Bowing to the pressure, the town released a plan in January to turn the cemetery into a “patriotism education base” by “adding more content to show Chinese people’s spirit of persistence and resistance against Japan’s aggression.”

迫于压力,方正县1月公布了通过“增加抗日内容,展示方正人民自强不息、顽强抗争的精神”,把公墓变成爱国主义教育基地的计划。

郜凤琴家的照片和装饰。
郜凤琴家的照片和装饰。 Giulia Marchi for The New York Times

“It’s torture for people like me who love both countries,” said Sumie Ikeda, a former war orphan who is now director of Association of Friendship of Repatriates from China. “Fangzheng could be a place for reminding people of the history to avoid same mistakes, not a resource for generating hatred.”

“对我们这样既爱中国又爱日本的人来说,看着这种纷争就是一种受罪,”曾是战争遗孤、现在是中国归国者日中友好之会理事长的池田澄江(Sumie Ikeda)说。

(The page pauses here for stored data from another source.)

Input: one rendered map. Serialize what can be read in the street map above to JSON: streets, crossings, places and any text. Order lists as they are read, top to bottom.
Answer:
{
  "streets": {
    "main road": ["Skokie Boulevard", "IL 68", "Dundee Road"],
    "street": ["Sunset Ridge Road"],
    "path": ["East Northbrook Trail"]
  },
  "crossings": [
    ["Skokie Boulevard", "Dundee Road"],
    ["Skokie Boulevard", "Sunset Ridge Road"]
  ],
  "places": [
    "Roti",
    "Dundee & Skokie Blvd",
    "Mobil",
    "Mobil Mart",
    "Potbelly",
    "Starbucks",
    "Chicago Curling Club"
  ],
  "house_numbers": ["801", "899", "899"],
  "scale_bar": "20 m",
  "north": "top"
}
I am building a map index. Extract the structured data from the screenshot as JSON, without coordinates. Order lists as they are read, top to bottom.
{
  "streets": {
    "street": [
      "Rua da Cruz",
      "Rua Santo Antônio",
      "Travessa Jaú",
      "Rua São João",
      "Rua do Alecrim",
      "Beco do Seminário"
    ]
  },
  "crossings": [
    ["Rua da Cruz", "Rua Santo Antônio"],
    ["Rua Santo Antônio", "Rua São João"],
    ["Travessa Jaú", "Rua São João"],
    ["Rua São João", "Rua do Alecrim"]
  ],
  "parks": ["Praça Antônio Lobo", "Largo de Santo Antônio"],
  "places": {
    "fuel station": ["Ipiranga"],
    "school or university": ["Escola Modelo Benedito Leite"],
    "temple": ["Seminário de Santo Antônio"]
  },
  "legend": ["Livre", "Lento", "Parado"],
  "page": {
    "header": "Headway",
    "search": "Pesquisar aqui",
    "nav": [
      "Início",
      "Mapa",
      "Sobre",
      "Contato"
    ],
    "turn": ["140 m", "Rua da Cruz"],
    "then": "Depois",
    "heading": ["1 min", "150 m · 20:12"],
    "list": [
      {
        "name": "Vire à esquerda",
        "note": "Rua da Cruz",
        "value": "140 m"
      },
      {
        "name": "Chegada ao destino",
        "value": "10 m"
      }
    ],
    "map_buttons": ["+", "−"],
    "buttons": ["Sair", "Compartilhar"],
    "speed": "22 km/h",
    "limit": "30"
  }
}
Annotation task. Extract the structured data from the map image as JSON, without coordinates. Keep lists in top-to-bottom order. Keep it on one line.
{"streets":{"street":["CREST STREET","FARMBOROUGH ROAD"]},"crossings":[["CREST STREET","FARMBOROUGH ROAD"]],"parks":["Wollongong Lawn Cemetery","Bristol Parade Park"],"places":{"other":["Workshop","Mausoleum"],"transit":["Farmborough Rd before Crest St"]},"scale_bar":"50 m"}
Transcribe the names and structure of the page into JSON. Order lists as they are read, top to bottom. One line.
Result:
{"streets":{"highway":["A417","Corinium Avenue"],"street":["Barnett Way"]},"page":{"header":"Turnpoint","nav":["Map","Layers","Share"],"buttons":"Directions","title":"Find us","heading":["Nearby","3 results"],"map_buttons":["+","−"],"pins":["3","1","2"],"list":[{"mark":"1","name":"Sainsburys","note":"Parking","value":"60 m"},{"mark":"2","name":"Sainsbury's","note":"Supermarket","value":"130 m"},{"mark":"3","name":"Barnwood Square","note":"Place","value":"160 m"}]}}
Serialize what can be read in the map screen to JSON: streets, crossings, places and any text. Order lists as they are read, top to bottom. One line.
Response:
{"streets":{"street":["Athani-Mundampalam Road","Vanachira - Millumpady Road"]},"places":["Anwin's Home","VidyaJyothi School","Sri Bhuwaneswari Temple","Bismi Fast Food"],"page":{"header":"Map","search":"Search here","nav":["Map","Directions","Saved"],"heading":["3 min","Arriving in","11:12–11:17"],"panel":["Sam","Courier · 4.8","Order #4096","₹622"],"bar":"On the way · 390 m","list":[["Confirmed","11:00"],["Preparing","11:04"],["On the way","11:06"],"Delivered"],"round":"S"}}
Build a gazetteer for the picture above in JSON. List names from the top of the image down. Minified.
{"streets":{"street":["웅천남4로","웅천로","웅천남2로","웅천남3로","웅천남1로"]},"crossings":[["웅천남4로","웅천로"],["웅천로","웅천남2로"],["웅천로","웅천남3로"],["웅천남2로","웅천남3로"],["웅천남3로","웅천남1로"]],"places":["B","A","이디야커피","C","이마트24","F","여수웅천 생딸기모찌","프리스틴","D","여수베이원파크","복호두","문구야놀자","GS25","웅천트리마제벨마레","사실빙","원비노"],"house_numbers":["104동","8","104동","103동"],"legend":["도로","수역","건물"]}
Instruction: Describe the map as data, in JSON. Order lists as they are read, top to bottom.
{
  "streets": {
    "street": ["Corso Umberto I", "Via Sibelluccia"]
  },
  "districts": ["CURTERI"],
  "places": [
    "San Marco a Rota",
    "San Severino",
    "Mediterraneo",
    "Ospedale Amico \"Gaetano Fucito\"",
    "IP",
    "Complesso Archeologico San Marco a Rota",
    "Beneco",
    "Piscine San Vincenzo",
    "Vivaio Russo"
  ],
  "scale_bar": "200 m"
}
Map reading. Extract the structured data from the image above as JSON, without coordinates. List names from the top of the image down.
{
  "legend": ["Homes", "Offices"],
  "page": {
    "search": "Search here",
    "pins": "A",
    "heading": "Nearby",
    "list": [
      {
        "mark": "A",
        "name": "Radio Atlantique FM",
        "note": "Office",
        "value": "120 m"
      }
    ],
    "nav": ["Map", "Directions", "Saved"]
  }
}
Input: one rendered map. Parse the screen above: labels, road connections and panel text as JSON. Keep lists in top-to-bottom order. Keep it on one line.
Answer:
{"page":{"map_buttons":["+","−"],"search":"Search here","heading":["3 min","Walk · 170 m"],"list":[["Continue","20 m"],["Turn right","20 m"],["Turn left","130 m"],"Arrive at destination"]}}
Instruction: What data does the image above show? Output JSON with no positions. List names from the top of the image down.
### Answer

“方正本该成为让人们铭记历史不犯同样错误的地方,而不是一个让人产生仇恨的地方。”

Others just wish that the disputes would leave them alone.

还有一些人只是希望争端不要殃及他们。

“As common Chinese people, we don’t care about politics,” said Yang Shuang, a 25-year-old woman who worked for three years in a film factory near Tokyo. “When we have the connection, why don’t we use it?”

“我们普通中国人不关心政治,”25岁的杨爽说。她曾在东京附近的一家胶卷厂工作过三年。“我们有这层关系为什么不用?”